In the entries that follow, the lines from the one with "position:absolute; left:0px; top:1208px;" through the one with "position:absolute; left:1652px; top:958px;" are the ones to write out, exactly and with both ends included. Nothing else should appear.

- Opening Delimiter -

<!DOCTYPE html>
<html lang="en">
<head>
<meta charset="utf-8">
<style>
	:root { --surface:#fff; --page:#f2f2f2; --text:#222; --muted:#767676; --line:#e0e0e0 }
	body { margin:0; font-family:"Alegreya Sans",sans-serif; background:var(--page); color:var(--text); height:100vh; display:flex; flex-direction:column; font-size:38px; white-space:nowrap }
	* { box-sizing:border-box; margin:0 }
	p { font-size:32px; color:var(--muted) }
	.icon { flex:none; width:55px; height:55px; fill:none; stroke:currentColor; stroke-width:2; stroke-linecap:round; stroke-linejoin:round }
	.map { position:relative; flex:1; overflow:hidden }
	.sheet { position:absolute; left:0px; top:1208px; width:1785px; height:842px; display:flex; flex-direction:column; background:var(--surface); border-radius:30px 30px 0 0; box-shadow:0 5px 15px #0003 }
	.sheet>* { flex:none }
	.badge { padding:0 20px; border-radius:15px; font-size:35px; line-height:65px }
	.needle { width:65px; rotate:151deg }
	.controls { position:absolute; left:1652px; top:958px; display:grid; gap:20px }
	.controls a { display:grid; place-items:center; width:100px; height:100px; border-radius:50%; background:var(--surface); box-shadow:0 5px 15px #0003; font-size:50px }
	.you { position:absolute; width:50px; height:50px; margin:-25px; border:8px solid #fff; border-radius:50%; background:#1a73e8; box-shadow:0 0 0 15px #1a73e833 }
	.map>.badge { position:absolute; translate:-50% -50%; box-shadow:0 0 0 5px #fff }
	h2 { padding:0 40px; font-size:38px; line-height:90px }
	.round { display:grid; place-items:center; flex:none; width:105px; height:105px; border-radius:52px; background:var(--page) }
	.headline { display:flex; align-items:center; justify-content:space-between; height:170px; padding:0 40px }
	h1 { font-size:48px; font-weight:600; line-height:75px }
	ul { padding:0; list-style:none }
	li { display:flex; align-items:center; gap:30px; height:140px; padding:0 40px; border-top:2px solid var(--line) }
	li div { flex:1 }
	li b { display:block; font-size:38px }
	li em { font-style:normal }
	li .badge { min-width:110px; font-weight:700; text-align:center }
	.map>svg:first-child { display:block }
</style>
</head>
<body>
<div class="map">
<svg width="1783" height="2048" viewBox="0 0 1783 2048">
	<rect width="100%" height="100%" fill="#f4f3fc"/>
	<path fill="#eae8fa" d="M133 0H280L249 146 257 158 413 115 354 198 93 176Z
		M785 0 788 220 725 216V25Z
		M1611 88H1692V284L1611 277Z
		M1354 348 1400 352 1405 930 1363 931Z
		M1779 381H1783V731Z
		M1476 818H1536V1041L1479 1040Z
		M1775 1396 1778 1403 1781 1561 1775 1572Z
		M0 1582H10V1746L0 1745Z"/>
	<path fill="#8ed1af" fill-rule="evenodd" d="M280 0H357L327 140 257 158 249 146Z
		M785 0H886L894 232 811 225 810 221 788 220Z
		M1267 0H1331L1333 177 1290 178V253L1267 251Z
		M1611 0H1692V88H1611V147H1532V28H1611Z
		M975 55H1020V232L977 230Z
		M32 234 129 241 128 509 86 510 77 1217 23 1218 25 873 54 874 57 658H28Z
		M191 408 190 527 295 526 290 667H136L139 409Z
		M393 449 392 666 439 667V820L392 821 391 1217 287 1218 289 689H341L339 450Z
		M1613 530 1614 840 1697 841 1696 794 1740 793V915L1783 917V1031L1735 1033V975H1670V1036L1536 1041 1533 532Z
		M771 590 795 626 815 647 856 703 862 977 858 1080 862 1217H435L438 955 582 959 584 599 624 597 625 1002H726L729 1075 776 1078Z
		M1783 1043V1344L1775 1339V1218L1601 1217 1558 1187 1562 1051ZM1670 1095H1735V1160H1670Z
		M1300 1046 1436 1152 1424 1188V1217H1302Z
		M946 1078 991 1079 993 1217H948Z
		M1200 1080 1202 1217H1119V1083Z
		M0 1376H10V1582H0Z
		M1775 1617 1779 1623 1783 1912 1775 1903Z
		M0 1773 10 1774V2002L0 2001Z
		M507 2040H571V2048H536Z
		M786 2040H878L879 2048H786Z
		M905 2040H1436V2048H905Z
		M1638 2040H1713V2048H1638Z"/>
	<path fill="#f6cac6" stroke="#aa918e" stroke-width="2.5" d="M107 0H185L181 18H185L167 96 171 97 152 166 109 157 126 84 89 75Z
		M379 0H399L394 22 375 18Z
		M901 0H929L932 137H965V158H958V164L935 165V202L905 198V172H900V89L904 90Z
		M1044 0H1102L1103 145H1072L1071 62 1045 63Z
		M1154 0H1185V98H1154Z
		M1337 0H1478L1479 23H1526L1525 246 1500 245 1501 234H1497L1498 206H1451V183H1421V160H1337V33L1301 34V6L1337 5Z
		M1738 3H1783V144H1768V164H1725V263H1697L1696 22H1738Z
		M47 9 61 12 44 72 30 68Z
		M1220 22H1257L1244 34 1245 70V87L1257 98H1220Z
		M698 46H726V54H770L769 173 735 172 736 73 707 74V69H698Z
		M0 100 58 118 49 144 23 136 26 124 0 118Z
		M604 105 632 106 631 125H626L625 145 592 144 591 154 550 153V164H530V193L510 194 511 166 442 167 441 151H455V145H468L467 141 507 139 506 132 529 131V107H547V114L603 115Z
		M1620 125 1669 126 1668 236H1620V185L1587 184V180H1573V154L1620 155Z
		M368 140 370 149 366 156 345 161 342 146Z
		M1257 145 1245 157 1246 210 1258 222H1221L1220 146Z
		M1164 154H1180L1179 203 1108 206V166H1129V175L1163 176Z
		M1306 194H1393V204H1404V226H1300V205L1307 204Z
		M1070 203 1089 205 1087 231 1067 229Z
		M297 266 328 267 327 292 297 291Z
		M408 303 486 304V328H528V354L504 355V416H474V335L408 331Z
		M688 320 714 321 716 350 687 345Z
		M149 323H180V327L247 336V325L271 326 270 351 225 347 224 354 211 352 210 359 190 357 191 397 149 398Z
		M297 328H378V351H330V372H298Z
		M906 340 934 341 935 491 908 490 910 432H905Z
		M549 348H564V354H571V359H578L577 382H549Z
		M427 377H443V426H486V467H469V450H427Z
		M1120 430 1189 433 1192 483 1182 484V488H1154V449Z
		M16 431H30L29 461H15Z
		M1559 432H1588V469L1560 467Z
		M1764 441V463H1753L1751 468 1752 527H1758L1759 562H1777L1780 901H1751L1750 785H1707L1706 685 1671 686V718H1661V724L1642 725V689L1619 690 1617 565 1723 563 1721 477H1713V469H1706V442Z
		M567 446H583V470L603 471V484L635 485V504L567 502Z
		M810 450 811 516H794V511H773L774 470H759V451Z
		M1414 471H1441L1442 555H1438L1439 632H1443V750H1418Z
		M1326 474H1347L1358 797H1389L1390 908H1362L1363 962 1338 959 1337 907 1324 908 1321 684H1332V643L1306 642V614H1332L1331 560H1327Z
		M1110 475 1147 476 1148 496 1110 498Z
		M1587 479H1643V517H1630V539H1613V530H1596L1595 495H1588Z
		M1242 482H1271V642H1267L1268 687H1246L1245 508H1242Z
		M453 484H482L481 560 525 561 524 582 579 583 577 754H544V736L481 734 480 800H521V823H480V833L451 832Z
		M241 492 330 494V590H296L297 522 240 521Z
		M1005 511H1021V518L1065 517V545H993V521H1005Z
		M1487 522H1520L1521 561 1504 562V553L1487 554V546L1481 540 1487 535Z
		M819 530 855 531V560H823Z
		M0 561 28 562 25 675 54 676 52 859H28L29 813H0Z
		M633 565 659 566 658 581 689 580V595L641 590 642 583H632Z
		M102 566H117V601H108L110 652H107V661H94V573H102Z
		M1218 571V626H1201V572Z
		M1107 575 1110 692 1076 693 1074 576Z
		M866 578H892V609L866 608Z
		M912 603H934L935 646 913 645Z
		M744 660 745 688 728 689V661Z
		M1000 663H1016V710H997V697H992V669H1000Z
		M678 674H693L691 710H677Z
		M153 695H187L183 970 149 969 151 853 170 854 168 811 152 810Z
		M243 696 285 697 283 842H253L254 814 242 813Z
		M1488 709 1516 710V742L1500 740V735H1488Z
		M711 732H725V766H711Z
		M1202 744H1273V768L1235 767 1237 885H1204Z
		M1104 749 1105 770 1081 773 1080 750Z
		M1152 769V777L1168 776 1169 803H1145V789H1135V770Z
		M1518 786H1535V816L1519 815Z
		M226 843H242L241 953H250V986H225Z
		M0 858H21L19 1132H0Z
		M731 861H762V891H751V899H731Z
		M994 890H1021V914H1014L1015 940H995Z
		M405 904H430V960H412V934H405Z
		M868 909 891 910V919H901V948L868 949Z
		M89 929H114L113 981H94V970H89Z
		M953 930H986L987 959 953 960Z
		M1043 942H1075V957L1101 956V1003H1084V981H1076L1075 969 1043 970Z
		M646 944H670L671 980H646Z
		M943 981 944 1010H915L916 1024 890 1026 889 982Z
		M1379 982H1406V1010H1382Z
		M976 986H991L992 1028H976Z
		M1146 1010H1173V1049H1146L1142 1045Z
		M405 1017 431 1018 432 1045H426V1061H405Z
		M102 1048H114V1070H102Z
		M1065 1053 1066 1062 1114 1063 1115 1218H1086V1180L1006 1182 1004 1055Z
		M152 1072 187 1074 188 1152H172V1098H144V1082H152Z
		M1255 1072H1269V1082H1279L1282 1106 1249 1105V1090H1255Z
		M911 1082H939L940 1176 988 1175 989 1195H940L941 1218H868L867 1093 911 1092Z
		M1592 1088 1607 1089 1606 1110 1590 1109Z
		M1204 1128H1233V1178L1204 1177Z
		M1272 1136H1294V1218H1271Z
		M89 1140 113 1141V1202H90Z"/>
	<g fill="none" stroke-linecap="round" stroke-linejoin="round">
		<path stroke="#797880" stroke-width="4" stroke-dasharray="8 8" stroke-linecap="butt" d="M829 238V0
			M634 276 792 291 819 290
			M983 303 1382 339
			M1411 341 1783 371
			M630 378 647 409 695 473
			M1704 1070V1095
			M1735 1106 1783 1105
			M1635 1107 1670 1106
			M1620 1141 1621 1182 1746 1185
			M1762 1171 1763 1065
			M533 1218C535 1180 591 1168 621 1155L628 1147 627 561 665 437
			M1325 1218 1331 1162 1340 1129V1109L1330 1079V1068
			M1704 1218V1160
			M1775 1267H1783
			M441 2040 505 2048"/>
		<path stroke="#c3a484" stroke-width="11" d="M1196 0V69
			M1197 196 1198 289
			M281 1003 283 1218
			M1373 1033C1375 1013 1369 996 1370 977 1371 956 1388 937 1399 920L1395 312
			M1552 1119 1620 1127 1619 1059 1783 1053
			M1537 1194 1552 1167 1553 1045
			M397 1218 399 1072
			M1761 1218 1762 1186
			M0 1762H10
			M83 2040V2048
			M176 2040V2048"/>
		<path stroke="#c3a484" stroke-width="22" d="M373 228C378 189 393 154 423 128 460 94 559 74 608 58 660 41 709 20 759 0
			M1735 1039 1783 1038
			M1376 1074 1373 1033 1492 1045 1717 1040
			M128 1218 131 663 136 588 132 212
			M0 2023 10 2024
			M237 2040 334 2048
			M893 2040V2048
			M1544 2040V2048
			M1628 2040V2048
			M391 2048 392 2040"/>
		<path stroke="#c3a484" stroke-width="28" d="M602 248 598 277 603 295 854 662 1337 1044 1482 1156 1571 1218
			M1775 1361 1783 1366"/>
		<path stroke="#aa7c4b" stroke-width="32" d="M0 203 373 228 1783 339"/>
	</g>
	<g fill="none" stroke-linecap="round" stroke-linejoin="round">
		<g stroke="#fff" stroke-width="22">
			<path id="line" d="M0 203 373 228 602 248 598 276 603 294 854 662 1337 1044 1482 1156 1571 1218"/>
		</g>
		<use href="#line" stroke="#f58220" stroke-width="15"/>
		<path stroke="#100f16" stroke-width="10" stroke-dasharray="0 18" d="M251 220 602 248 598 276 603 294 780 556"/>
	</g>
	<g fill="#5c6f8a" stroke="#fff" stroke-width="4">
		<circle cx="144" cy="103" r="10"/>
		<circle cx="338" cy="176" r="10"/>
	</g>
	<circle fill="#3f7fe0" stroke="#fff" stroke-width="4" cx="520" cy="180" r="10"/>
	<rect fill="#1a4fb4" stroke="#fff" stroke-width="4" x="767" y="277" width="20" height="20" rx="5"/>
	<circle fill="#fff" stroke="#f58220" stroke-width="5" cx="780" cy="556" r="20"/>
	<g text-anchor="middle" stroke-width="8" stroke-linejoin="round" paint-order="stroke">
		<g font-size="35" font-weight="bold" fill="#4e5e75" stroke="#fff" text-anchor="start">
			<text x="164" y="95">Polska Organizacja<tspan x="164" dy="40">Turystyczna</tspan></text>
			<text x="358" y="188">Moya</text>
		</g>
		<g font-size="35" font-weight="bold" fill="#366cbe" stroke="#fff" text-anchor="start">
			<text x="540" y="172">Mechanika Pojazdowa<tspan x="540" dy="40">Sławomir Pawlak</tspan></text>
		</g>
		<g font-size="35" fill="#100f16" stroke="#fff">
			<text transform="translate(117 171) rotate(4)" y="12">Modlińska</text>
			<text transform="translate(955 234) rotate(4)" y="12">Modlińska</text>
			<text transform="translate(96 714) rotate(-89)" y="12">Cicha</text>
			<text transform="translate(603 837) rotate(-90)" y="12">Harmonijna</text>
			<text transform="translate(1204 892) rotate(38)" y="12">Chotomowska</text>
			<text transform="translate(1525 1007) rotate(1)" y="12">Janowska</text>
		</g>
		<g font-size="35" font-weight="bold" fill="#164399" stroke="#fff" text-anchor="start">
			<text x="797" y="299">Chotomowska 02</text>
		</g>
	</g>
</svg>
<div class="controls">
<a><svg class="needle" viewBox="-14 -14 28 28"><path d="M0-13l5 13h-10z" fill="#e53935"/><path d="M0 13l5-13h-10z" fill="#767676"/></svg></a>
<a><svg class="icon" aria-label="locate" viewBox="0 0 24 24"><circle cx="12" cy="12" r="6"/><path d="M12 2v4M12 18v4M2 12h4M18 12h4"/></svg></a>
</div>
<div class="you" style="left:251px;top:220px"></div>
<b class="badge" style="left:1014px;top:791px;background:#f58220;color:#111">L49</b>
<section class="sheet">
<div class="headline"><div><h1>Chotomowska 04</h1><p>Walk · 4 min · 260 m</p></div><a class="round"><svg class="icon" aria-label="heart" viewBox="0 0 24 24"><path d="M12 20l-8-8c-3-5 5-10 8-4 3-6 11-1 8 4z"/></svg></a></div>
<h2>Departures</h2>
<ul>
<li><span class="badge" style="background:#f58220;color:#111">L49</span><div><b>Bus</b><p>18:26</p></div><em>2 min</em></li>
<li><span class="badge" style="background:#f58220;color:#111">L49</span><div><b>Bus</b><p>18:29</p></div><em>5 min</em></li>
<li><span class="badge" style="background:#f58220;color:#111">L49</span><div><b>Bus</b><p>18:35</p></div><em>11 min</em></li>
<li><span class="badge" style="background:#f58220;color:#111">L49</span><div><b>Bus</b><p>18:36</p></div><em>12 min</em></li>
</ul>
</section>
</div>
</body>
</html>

- Closing Delimiter -

§ Answer section
	.sheet { position:absolute; left:0px; top:1208px; width:1785px; height:842px; display:flex; flex-direction:column; background:var(--surface); border-radius:30px 30px 0 0; box-shadow:0 5px 15px #0003 }
	.sheet>* { flex:none }
	.badge { padding:0 20px; border-radius:15px; font-size:35px; line-height:65px }
	.needle { width:65px; rotate:151deg }
	.controls { position:absolute; left:1652px; top:958px; display:grid; gap:20px }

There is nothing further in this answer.